It is scientifically impossible to be "gangsta" in a cardigan. Mr. Rogers proved this!

Watching him go and listening, it felt like i was seeing an early show by A Tribe Called Quest or Diggable Planets. Back when i liked hip-hop, and thought it was interesting. Living in Atlanta, where hip-hop has become about posturing, bitches, and guns, etc. i had no idea people still made this type of music. People were break-dancing, the guy in the cardigan was bouncing around, the music was interesting. What fun. I actually enjoyed a hip-hop show at SxSW! Damned non-threatening Canadian hip-hop!

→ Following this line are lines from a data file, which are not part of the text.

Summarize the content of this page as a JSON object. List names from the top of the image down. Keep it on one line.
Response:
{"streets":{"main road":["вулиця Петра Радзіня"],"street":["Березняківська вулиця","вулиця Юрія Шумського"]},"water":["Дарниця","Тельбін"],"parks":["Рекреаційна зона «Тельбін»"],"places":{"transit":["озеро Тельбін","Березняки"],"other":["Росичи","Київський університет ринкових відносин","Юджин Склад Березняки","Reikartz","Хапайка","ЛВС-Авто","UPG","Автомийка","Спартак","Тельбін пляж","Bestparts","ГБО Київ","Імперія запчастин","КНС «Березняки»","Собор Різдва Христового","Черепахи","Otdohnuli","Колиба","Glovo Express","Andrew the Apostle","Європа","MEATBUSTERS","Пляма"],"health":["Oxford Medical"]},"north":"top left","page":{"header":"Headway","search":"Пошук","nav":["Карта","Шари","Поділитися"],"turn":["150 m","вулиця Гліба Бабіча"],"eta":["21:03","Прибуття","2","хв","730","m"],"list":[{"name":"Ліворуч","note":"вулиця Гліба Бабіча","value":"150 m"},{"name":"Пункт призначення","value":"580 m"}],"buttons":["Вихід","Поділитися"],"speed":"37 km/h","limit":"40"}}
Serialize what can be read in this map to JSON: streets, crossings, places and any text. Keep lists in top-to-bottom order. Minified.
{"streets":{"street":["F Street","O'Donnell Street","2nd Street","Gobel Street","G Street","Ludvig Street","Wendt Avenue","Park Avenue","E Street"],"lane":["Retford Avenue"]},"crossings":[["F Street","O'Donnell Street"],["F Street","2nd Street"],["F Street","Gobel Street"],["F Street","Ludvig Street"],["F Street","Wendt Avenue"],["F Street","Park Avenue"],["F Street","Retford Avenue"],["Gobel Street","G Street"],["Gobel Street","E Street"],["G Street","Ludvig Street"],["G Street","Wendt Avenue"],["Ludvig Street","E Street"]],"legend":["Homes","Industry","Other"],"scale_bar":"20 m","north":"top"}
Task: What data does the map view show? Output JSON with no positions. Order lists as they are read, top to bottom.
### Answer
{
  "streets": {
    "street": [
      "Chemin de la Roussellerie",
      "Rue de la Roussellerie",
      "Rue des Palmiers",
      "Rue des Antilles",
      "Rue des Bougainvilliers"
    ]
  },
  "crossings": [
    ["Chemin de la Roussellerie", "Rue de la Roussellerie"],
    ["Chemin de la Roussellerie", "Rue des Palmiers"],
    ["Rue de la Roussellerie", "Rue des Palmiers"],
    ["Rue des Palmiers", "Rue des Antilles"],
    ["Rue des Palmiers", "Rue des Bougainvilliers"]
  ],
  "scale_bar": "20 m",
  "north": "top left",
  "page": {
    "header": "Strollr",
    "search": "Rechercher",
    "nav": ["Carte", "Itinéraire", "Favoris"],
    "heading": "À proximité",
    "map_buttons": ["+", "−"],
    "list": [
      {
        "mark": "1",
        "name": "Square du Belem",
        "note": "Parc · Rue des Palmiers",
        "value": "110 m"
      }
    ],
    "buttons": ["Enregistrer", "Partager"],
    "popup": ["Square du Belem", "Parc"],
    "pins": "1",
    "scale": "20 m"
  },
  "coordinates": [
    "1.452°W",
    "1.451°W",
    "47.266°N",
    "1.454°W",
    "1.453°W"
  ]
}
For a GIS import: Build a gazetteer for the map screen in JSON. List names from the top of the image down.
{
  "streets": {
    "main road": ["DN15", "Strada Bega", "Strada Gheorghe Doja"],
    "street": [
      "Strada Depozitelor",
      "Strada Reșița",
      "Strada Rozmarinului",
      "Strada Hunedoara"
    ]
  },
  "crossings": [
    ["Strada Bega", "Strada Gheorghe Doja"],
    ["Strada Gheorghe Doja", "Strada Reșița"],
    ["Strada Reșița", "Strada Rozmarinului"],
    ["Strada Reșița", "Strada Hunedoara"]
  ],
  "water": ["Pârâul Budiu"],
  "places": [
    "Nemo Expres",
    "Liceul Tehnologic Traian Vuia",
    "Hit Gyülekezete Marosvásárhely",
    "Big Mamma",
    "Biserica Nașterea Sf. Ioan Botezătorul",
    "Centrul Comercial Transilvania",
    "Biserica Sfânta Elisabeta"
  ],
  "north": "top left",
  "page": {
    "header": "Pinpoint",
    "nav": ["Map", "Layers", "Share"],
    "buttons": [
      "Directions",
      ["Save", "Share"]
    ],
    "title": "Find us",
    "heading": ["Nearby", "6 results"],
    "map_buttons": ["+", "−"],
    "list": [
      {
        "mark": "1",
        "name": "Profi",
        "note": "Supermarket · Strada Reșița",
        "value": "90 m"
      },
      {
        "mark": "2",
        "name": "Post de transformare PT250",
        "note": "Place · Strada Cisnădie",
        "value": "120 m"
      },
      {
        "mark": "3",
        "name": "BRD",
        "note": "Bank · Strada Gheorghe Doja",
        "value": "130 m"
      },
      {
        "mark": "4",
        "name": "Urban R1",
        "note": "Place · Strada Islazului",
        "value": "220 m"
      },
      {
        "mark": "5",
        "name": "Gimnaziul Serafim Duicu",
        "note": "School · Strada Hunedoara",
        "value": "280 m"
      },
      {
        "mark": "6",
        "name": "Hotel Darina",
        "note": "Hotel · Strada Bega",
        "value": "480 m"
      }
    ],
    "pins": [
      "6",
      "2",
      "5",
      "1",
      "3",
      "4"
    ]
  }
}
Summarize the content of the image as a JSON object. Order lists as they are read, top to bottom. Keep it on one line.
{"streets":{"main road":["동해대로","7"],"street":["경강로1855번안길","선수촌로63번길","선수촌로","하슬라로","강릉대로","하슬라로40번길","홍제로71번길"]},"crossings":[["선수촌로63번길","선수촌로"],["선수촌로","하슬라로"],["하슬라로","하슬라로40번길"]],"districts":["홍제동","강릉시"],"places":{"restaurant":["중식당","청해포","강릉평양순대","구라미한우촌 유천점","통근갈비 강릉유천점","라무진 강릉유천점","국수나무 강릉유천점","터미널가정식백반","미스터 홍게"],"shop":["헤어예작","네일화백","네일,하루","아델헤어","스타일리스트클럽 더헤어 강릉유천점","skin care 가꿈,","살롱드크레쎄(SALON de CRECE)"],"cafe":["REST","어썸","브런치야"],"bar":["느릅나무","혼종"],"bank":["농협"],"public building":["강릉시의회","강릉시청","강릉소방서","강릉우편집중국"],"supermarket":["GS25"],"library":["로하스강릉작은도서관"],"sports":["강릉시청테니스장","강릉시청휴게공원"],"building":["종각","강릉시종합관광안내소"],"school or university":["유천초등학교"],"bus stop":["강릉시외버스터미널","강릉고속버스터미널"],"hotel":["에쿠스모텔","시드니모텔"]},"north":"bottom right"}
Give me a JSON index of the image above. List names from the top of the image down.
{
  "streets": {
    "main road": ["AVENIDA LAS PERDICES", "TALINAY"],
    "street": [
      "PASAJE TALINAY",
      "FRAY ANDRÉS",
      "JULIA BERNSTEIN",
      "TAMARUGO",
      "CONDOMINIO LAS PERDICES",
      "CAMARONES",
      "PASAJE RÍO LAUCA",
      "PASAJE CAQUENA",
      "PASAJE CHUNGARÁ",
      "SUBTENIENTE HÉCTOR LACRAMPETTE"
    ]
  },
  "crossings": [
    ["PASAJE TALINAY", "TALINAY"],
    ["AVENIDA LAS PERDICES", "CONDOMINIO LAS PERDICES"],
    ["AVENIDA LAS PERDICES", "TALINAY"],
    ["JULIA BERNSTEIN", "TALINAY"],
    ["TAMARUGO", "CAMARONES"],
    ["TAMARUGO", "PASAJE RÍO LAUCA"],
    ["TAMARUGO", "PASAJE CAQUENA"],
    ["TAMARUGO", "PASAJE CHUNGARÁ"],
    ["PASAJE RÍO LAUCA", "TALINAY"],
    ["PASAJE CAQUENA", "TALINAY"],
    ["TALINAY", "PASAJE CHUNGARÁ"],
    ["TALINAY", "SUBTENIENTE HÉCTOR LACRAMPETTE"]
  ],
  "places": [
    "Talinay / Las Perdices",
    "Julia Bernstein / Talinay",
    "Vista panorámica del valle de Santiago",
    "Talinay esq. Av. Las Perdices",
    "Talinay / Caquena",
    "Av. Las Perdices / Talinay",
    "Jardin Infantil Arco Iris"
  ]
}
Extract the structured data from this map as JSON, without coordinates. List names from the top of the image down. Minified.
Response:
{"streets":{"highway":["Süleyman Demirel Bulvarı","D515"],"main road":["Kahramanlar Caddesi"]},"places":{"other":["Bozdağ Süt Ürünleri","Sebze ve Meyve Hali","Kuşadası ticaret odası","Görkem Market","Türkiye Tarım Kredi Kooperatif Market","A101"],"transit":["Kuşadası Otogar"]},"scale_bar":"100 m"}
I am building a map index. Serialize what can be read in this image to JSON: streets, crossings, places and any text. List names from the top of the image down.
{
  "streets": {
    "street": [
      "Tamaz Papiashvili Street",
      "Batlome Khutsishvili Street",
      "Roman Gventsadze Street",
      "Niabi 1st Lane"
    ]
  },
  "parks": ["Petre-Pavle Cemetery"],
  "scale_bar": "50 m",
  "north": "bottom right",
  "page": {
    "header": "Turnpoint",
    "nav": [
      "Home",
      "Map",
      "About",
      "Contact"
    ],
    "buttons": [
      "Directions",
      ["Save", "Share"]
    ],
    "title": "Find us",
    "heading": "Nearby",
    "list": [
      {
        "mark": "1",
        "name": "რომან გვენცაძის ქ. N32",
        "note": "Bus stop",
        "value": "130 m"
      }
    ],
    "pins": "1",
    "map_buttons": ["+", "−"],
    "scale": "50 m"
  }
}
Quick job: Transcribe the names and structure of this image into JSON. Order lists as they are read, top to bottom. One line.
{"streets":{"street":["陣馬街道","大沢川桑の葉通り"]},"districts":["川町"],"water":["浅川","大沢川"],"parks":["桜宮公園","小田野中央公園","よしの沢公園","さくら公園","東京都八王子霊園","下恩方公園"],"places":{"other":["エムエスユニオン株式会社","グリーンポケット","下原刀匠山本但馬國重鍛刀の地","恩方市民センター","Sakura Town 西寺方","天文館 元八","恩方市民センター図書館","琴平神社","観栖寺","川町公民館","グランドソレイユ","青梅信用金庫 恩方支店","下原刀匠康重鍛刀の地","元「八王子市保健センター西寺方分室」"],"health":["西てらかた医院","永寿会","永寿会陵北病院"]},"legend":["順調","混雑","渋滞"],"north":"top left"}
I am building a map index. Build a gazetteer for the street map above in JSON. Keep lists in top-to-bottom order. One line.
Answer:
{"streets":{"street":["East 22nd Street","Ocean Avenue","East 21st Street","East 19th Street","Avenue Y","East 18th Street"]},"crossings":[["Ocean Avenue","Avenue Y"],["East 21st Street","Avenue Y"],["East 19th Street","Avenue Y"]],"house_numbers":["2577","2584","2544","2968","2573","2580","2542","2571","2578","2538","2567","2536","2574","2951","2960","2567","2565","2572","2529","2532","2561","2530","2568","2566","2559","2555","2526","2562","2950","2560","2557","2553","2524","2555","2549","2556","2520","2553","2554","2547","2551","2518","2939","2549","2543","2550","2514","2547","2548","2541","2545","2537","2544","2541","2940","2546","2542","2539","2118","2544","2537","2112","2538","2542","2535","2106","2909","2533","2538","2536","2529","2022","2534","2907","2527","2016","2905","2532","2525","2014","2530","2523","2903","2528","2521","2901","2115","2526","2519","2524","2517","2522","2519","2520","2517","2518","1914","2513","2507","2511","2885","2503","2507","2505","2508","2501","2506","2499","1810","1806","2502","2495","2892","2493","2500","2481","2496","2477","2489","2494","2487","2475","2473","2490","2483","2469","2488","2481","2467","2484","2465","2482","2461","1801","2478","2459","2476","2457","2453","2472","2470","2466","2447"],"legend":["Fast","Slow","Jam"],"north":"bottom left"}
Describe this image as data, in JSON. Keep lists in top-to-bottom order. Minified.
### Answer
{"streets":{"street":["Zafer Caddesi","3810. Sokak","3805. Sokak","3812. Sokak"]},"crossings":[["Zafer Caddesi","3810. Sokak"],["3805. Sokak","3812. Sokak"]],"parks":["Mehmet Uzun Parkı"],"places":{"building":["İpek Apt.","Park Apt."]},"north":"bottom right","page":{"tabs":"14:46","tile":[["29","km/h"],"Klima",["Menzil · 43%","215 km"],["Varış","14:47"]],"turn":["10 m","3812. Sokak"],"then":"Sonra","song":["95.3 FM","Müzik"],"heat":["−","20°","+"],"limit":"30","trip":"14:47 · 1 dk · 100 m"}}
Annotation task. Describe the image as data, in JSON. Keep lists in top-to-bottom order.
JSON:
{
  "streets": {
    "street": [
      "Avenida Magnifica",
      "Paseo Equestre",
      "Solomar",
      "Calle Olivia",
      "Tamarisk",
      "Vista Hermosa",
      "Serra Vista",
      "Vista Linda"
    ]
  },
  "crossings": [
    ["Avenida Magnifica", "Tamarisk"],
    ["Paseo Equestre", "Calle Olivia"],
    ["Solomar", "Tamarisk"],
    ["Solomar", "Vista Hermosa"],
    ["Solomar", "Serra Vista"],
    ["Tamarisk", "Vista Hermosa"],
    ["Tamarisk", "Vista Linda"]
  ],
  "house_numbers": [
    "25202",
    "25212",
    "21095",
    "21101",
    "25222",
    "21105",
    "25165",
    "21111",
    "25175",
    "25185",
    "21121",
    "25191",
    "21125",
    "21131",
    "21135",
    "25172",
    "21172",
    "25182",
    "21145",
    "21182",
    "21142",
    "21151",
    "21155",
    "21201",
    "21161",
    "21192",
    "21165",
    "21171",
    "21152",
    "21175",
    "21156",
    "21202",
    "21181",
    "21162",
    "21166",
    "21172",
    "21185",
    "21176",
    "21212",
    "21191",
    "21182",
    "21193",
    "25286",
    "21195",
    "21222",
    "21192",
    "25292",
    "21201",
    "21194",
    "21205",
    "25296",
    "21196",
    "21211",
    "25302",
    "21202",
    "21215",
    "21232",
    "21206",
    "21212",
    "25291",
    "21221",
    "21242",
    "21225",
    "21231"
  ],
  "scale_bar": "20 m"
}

  I liked a hip-hop show too! I'm surprised the world didn't end right on the spot. But this was, as PostLibyan points out, more jazzy and mellow than most hip-hop I encounter. And truly, the guy in the cardigan and tie was adorable, especially when he said that one of his songs was inspired by the nice PJs you get in Japanese hotels. This was not your mother's gangsta rap.  

We swung by the Chi'Lantro truck on the way back to The Omni for another round of Kim Chee Fries (oh my god, these are so awesome!). Then we piled into the Brendan-Mobile and headed south on Congress, past the throngs on Sixth Street, and the smaller throngs at Second Street, and over the river.

There were all sorts of things going on between Riverside and Orltorf -- a mile or so of street fairs, artists markets, and day shows. Lots of people wandering around, and tourists having a hard time figuring out the "park at an angle" street side parking that Austin uses in order to do away with parallel parking. We passed Habana, and parked at The Crow Bar. It looked like an old house, and is next to a neighborhood. There is a nice bar in a gravel "yard" out front, and a couple of dark interior rooms.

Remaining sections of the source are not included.